Notre Dame Football: A Dark Horse BCS Championship Contender

Max ManasevitContributor IIISeptember 5, 2012

NEW YORK, NY - MARCH 08: The Notre Dame Fighting Irish mascot cheers on the court during a timeout against the South Florida Bulls during the quarterfinals of the Big East Men's Basketball Tournament at Madison Square Garden on March 8, 2012 in New York City.  (Photo by Chris Trotman/Getty Images)
Chris Trotman/Getty Images

Just asking the question, could this finally be year the Notre Dame returns to prominence, elicits groans from college football fans who have been force-fed the hype for years. The talk is rarely generated by the Fighting Irish's improved play, but rather a yearning by the sports media for college football's most iconic program to return to prominence.

This year however, Notre Dame could be a legitimate BCS Championship contender.

The Irish are coming off a dominant victory over Navy. The fact that Notre Dame beat a mediocre Navy squad is not that impressive. The dominant nature of the victory, however, showed that this team has little resemblance to last year's bumbling turnover-prone squad.

The Irish have talent (the 10th and 14th best recruiting classes in 2011 and 2010 respectfully). The question is, can they play disciplined football for sixty minutes?
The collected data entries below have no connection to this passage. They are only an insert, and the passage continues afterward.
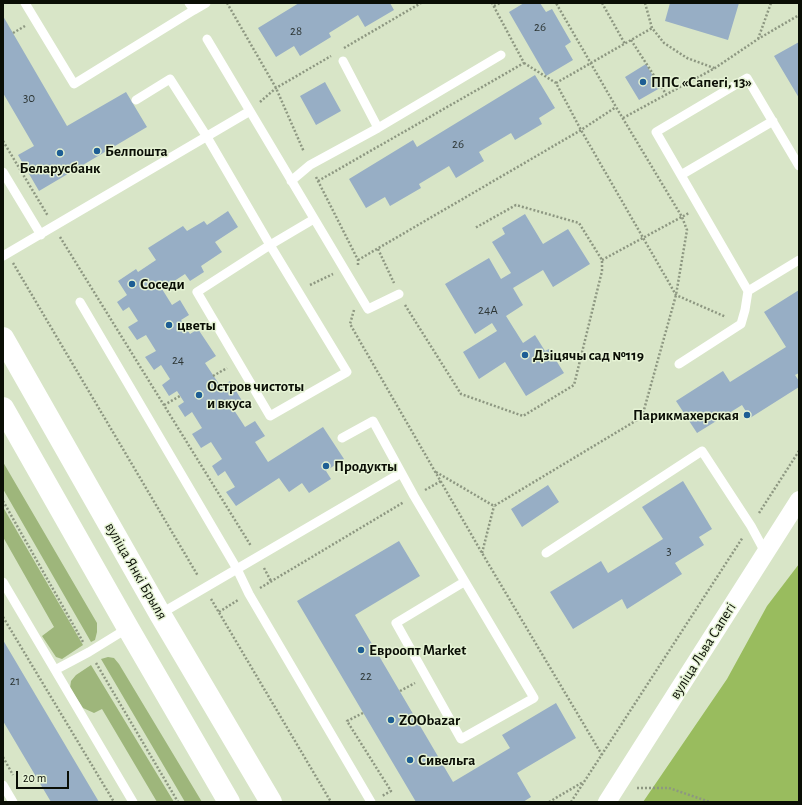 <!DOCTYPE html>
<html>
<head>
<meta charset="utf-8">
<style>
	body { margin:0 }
	#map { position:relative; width:802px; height:805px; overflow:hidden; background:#d8e5c7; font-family:"Alegreya Sans",sans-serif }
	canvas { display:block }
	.frame { position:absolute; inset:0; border:4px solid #0a0e05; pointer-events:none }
	.scale { position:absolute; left:16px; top:771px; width:53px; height:18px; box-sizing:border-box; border:2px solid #0a0e05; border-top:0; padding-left:5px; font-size:12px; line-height:14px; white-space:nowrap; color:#0a0e05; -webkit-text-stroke:3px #e5f2d4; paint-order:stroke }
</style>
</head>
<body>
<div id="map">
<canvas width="802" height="805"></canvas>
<div class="frame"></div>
<div class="scale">20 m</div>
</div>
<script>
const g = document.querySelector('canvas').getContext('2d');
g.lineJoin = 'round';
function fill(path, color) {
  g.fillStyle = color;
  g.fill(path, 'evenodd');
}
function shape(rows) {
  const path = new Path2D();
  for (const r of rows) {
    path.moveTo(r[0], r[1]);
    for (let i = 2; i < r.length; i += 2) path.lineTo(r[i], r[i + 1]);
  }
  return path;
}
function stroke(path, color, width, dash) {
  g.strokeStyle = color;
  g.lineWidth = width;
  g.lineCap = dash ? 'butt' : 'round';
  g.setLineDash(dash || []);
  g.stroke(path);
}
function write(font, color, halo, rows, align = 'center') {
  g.font = font + ' "Alegreya Sans",sans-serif';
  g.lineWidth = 3;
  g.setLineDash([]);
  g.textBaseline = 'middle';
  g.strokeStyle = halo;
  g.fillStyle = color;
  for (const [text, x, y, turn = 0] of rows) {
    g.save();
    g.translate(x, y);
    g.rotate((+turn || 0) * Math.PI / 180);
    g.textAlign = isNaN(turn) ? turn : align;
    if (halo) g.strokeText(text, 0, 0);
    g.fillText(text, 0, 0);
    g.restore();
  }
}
fill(shape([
	[3,462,97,623,97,632,95,640,91,642,3,489],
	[3,507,83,645,62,659,56,657,42,636,54,627,3,537],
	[108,657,114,658,119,664,202,802,185,802,101,659],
	[91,665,174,802,157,802,102,709,94,713,83,708,70,688,71,681,76,675]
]), '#9eb67b');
fill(shape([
	[799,564,799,802,643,802,727,679,767,606]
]), '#99bc5e');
fill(shape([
	[299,3,390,3,394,10,365,27,358,15,329,33,331,37,300,56,294,46,276,57,258,28],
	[524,3,540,3,546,12,552,9,571,42,565,46,573,60,546,76,509,12],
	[670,3,739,3,728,40,665,21],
	[3,16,67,126,126,92,147,127,39,191,18,155,34,146,3,93],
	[799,42,799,98,774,56],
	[646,64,660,88,639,100,625,77],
	[535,75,555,108,539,118,542,124,515,140,511,133,479,152,484,161,456,178,449,166,419,184,421,188,390,206,385,197,366,208,349,179,413,140,417,147],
	[325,82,341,111,316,125,300,96],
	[228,211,238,227,215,242,222,252,201,266,204,272,190,281,185,274,162,289,172,305,180,300,189,315,181,320,190,334,198,329,216,356,205,363,221,387,230,381,244,404,234,410,245,427,255,421,265,436,255,442,268,462,323,427,344,459,326,471,331,479,309,493,302,483,289,492,279,478,236,506,226,492,235,487,225,471,218,476,212,466,222,459,211,442,201,448,192,434,202,428,192,412,185,417,178,406,184,402,177,391,169,396,162,385,170,379,161,365,154,370,145,357,156,351,146,335,137,340,128,327,138,321,129,307,123,311,117,302,127,295,118,281,136,269,138,272,156,260,148,248,183,226,187,231,204,221,207,225],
	[525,214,543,244,568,229,590,264,553,287,543,270,513,288,523,305,506,316,523,343,535,335,545,351,549,349,564,373,526,396,505,362,479,379,463,352,497,331,492,323,475,334,445,284,489,258,501,279,511,273,492,242,505,234,502,228],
	[799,290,799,373,795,375,799,381,799,387,750,418,742,405,697,433,676,401,723,371,730,382,786,347,764,312],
	[683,481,712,529,699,537,704,545,675,563,682,574,627,609,622,599,573,629,550,592,601,561,608,573,663,539,642,507],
	[548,485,559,502,522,527,511,509],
	[399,541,420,576,355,615,453,782,510,748,502,735,556,703,576,738,517,773,531,797,523,802,416,802,297,601],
	[3,640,99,802,51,802,3,721]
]), '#97aec5');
stroke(shape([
	[227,3,276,88,304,152],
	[602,3,625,44],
	[645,3,652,28,664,43,687,58,714,68],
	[494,6,500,3],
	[13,33,25,26],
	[758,39,771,3],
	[631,40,666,94],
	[344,48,421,3],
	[524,63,556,83,581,130,676,295,726,317],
	[556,83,652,28],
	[260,102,276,88,331,56],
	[623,118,715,68,758,39,799,15],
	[3,141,48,216],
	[316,177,358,260,358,266],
	[318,181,524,63,492,3],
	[60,237,251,546],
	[378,249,394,283],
	[358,260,581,130,616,107],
	[602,260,689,213],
	[13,263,198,576],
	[310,285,333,274],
	[405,305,461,394,523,416,574,385,602,271,602,260,579,223,516,205,475,228],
	[354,310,350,324,482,553,602,755],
	[213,376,227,368],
	[164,405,180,396],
	[436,472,494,506,642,417,676,295,687,230,682,217,616,107,556,3],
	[425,490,441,481],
	[3,501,83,642],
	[759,513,799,451],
	[482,553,494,506],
	[264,568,271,581],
	[260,588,404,502],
	[211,599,331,802],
	[219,612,238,600],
	[3,617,114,802],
	[96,663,178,802],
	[400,691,415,683],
	[363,713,347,721,391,791,382,796],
	[3,757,13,775],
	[637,788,669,788,710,802],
	[549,802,583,782],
	[571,802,743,537]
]), '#8d9781', 2.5, [2, 2]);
stroke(shape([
	[25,3,74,84,194,10,189,3],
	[194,10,206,3],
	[207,39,368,309,399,294],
	[343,61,378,128],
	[136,100,170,79,207,137,270,245,347,372,270,416,197,292,270,245,314,219],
	[3,172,41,235],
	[681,175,773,121],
	[291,181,310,165,378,128,501,55],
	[3,256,250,111],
	[748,291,656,132,747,78,799,166],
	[80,302,237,569,249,594,371,802],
	[679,364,741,324,745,310,748,291,799,260],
	[342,438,373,421,414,496,534,698,461,739,396,623,464,582],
	[546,553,702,451,751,526,765,552],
	[3,582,55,670,89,652,128,628],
	[160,614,401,473],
	[55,670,133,802],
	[3,785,13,802]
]), '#fff', 9);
stroke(shape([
	[607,802,799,500]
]), '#fff', 18);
stroke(shape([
	[3,338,160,614,271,802],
	[3,408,128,628,229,802]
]), '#fff', 22);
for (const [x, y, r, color] of [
	[643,82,4,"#1d5e94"],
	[97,151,4,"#1d5e94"],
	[60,153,4,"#1d5e94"],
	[132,284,4,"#1d5e94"],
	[169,325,4,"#1d5e94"],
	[525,355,4,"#1d5e94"],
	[199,395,4,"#1d5e94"],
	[747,415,4,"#1d5e94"],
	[326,466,4,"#1d5e94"],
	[361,650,4,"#1d5e94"],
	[391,720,4,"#1d5e94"],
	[410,760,4,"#1d5e94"]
]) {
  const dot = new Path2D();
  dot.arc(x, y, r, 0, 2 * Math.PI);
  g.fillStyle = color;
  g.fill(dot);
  stroke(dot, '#e5f2d4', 1.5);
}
write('13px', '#2d3635', null, [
	["26",540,27],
	["28",296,31],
	["30",29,98],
	["26",458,144],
	["24А",488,310],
	["24",178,360],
	["3",669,551],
	["22",366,676],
	["21",15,681]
]);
write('bold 15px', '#0a0e05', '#e5f2d4', [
	["ППС «Сапегі, 13»",651,82],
	["Белпошта",105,151],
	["Беларусбанк",60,168,"center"],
	["Соседи",140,284],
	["цветы",177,325],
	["Дзіцячы сад №119",533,355],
	["Остров чистоты",207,386],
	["и вкуса",207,403],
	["Парикмахерская",739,415,"right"],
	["Продукты",334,466],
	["Евроопт Market",369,650],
	["ZOObazar",399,720],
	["Сивельга",418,760]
], 'left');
write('15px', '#0a0e05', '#e5f2d4', [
	["вуліца Янкі Брыля",136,571,60],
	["вуліца Льва Сапегі",703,651,-58]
]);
</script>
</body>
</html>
Last week, against Navy, they showed that they could.

Notre Dame will have to continue to play near perfect football if it hopes to survive its brutal gauntlet of a schedule. The Irish cannot afford any mistakes when they visit a very strong Michigan State team in East Lansing, square off against Oklahoma in Norman or battle a dominant USC squad in L.A.
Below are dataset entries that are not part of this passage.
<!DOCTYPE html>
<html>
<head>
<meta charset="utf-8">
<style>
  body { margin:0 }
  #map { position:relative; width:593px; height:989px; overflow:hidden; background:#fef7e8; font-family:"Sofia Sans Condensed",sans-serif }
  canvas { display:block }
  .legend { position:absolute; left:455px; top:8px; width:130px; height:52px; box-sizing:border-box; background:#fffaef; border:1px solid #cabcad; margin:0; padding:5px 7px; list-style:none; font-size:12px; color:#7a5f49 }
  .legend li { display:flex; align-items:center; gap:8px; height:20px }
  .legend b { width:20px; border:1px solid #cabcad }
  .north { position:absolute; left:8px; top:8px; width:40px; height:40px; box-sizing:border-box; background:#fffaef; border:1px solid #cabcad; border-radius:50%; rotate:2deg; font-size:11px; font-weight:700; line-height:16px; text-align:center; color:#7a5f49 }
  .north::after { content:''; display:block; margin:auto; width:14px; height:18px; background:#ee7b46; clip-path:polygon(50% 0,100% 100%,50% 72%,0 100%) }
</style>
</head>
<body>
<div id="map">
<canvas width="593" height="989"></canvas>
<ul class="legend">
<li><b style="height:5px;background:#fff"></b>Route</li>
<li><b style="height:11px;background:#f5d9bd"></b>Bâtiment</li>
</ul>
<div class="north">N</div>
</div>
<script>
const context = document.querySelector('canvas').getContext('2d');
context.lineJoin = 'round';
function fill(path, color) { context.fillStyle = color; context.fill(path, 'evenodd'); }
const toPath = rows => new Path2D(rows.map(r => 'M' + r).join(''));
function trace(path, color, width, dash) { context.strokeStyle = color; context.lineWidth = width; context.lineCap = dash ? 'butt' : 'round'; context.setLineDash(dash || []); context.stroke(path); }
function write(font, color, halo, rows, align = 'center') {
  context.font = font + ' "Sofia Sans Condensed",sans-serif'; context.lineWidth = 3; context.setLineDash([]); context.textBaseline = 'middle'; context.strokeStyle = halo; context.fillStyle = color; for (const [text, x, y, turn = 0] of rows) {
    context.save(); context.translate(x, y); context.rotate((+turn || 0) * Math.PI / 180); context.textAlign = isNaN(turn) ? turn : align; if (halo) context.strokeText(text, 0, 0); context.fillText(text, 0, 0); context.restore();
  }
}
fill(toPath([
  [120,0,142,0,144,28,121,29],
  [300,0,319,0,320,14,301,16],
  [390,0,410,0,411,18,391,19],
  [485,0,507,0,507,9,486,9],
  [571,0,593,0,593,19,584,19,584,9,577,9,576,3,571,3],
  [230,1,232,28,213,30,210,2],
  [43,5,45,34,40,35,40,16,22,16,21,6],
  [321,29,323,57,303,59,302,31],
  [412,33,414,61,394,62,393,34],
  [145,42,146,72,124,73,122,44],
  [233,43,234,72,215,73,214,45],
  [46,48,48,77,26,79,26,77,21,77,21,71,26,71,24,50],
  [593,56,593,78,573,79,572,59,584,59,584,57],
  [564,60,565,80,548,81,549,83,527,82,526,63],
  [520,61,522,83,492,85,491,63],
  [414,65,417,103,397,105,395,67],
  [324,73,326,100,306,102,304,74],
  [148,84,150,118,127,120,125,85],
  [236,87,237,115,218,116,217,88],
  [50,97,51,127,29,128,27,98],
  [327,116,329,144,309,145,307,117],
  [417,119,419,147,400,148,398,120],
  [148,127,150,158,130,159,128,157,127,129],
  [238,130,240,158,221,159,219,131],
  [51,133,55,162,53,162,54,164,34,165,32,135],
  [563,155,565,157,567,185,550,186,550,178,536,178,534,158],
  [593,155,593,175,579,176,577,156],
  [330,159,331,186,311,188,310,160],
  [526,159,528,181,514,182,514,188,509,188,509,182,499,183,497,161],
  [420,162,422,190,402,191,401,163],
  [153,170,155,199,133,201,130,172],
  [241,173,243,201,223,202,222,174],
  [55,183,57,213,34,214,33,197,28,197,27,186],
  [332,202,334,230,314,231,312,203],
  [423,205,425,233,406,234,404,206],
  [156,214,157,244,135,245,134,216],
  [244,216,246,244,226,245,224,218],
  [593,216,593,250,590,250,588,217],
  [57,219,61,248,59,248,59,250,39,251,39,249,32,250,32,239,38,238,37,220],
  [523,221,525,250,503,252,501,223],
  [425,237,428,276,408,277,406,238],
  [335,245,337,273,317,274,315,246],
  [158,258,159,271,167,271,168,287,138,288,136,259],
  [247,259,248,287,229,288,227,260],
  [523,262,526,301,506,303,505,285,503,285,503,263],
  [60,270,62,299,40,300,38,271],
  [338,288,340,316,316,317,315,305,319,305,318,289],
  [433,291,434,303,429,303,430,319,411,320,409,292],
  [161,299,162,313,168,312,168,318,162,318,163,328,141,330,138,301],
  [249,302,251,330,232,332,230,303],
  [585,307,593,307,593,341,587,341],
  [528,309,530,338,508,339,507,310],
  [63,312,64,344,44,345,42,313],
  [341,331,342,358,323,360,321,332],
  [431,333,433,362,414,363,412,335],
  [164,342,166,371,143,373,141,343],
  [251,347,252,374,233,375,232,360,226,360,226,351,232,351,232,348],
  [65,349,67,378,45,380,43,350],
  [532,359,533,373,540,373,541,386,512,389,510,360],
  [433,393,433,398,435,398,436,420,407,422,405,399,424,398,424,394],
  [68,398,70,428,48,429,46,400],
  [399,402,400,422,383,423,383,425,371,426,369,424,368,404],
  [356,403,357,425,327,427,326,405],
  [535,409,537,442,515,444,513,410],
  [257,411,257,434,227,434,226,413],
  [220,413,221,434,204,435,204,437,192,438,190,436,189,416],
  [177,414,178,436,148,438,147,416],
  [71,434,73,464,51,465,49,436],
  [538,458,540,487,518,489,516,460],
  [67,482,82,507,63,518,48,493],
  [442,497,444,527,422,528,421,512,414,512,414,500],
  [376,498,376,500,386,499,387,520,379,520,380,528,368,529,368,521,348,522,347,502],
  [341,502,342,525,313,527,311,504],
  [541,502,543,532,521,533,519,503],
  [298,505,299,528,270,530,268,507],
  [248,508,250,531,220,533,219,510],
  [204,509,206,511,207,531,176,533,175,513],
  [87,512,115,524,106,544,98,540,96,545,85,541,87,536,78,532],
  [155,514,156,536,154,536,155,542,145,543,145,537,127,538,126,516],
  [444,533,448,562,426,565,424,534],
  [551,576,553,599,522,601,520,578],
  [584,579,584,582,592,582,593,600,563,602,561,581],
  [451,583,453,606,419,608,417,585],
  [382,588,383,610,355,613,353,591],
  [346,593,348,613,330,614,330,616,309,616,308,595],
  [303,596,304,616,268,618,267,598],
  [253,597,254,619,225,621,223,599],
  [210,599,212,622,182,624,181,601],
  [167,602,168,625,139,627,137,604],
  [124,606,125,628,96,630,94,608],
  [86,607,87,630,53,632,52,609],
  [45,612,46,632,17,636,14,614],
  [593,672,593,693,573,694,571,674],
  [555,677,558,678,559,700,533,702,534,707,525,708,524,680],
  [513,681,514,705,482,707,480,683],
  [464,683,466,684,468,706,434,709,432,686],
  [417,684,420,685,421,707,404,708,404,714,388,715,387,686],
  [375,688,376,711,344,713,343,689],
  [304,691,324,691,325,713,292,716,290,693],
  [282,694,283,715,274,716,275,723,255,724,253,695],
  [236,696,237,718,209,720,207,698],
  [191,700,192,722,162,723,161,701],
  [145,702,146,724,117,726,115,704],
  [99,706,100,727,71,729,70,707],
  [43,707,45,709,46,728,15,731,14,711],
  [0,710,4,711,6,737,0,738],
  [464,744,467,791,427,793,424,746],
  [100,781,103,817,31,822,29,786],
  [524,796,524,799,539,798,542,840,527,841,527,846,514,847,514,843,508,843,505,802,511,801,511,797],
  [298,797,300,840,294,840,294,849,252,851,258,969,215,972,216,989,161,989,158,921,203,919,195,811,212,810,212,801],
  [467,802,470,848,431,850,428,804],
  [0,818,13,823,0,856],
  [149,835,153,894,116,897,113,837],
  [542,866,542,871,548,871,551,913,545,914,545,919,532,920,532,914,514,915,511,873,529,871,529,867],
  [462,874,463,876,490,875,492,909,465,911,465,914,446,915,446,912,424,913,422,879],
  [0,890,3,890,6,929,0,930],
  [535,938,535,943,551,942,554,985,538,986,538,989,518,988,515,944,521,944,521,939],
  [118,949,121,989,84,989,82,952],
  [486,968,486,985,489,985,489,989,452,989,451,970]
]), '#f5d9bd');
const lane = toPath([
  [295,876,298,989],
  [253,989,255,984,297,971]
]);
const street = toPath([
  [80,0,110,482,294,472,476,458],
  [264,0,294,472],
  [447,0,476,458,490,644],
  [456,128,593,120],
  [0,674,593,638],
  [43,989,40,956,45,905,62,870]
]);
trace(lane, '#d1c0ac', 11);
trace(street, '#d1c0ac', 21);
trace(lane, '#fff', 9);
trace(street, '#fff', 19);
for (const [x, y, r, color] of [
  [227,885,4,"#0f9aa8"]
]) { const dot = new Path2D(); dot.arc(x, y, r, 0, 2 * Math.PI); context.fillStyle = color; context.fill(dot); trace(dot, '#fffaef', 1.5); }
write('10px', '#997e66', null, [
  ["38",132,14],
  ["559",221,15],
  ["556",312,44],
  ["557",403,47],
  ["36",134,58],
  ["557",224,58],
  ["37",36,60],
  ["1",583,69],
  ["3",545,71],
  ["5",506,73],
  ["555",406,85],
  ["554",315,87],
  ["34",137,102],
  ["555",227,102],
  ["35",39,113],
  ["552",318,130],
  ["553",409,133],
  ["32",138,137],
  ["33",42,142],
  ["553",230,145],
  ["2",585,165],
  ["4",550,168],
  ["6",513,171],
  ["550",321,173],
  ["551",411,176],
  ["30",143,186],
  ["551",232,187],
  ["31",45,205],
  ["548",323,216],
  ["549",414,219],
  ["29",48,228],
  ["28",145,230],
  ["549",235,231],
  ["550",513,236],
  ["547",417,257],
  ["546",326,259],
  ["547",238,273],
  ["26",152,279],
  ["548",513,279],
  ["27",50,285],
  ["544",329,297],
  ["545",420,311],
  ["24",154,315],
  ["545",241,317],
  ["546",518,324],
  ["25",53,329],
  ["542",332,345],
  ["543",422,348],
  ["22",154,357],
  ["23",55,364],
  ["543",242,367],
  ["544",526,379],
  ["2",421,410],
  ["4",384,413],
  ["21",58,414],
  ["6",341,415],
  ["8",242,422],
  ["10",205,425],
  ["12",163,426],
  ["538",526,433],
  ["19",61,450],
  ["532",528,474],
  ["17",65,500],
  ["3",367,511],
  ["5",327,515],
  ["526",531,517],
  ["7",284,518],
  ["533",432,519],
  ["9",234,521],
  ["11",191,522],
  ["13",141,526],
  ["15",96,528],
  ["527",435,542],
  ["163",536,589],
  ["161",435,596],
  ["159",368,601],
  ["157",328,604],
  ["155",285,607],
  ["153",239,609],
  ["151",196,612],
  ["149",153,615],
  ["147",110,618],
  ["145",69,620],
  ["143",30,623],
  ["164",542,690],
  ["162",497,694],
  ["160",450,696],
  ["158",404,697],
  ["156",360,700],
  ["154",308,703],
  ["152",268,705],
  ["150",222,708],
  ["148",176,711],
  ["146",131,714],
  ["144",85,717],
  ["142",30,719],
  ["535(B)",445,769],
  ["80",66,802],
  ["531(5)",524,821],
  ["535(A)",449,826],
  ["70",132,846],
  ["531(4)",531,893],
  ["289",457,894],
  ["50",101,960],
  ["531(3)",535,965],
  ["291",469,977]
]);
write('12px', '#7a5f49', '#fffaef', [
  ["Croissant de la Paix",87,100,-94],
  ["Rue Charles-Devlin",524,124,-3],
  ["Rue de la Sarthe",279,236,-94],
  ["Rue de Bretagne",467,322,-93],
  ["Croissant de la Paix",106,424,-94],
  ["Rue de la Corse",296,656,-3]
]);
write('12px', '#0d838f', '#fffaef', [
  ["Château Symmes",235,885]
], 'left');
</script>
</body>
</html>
Notre Dame should not be favored in any of those three games.

However, if Notre Dame plays its best football against each of those teams (and gets a few lucky bounces), it could very well end the season having claimed wins over the best squads in the Big-10, Big-12 and Pac-12. 

It would be a resume that demanded a trip to the title game.

It is more likely that Notre Dame loses an absurdly winnable game (looking at you, Purdue and Pittsburgh) and that the "Irish are back" talk will be stopped dead in its track.

The talent is there though, and maybe—just maybe—for the first time since Lou Holtz roamed the sidelines, South Bend boasts a legitimate title contender.